**DATA PROVIDED:**
•••••

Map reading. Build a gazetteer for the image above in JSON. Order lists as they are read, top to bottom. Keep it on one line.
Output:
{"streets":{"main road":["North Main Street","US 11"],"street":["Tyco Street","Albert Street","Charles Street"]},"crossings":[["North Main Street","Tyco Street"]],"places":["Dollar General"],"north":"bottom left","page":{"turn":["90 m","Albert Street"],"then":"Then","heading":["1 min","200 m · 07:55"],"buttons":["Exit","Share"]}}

•••••

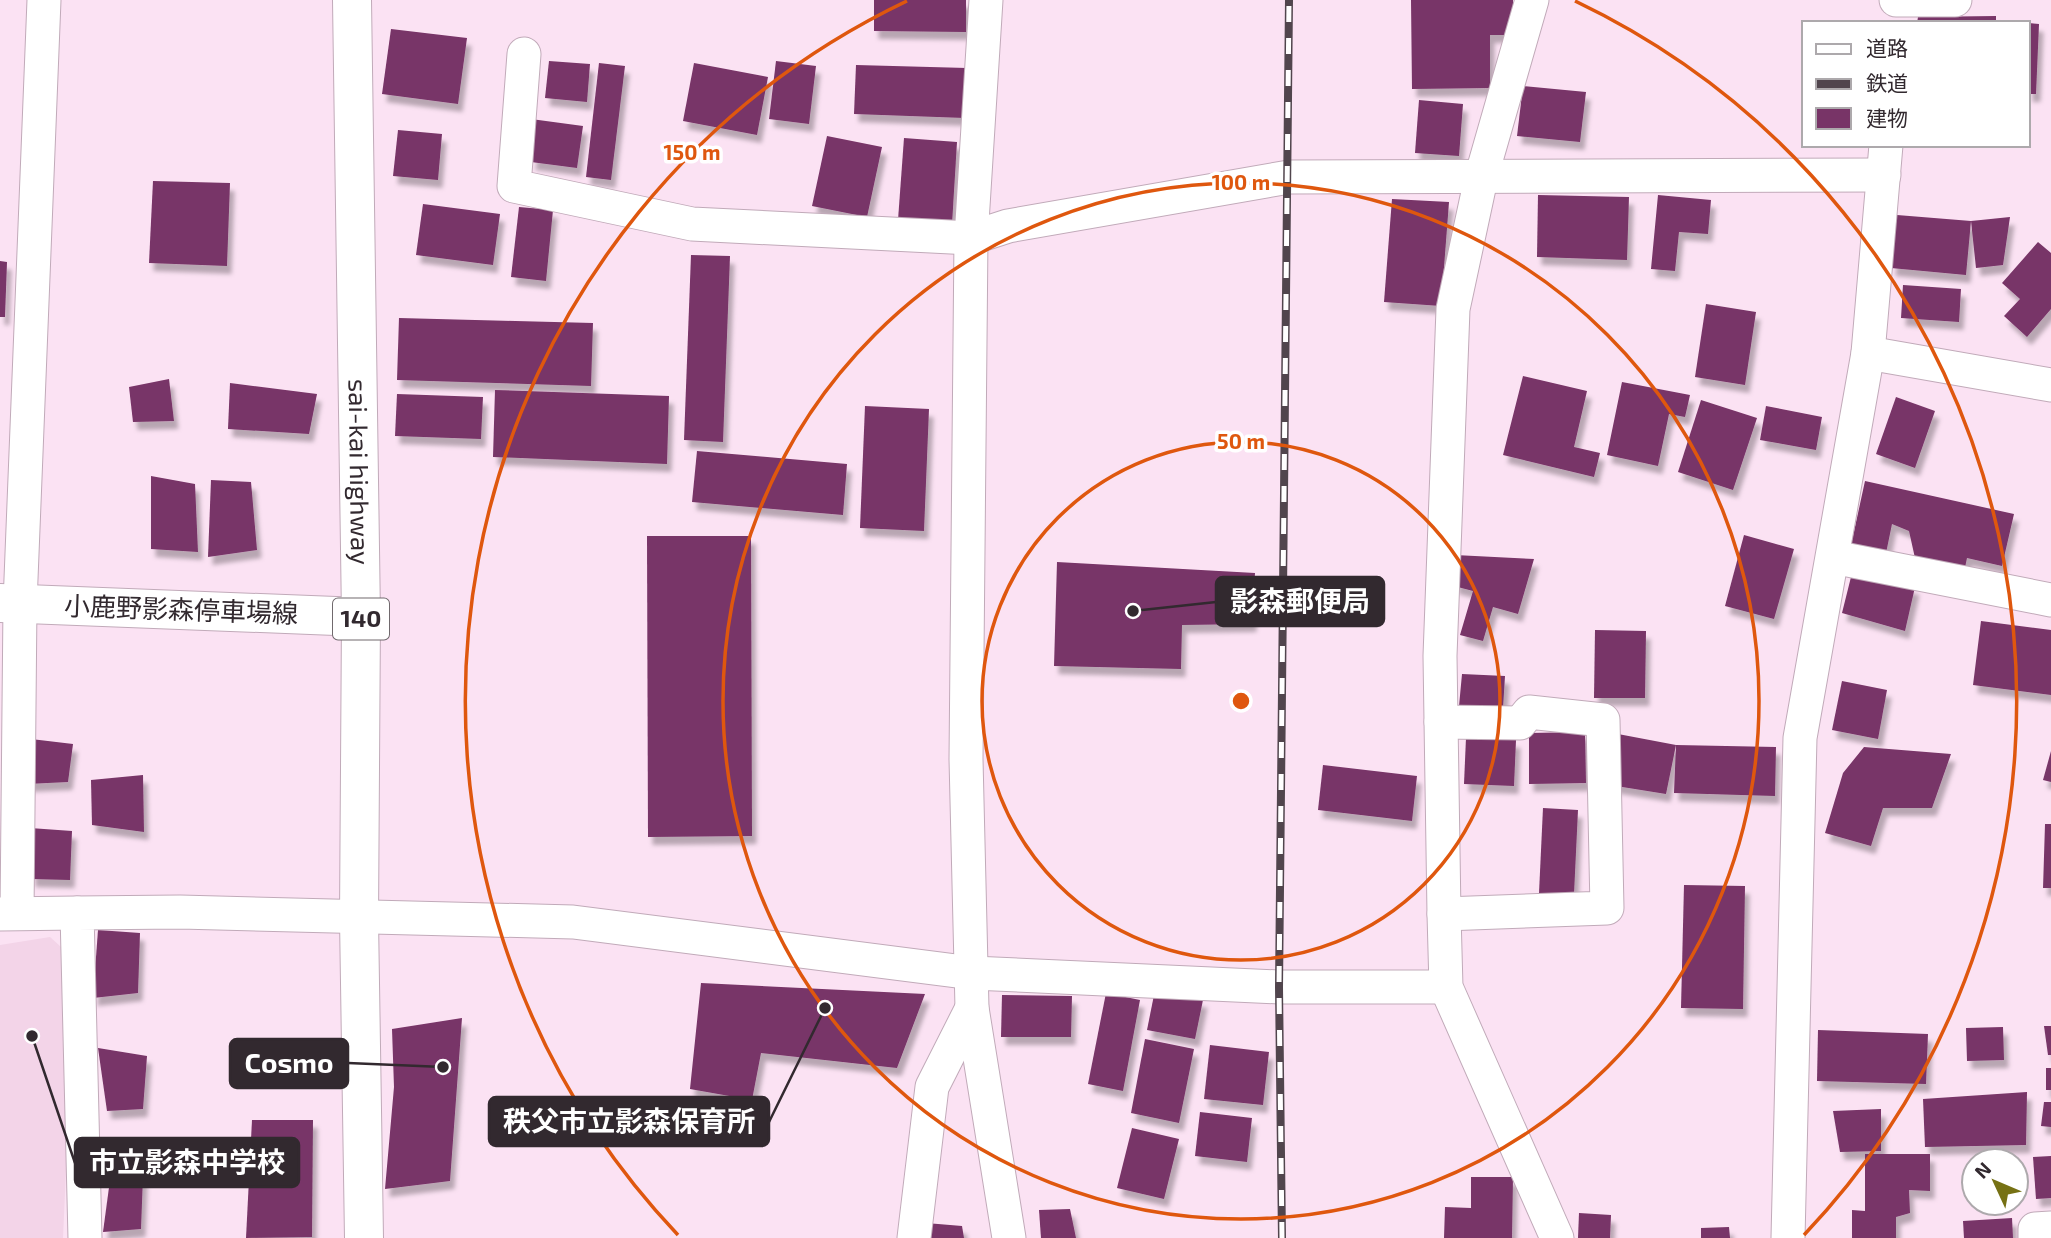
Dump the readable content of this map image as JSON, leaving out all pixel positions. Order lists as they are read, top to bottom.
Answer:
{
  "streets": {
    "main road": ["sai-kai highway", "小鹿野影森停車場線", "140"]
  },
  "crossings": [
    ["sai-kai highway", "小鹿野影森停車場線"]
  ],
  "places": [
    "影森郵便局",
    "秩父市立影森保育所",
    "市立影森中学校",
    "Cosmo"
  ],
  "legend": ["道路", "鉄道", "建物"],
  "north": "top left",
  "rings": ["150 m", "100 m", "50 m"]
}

•••••

Using the records above, select and copy every line that has the word "read".

**ANSWER TO THIS EXERCISE:**
Map reading. Build a gazetteer for the image above in JSON. Order lists as they are read, top to bottom. Keep it on one line.
Dump the readable content of this map image as JSON, leaving out all pixel positions. Order lists as they are read, top to bottom.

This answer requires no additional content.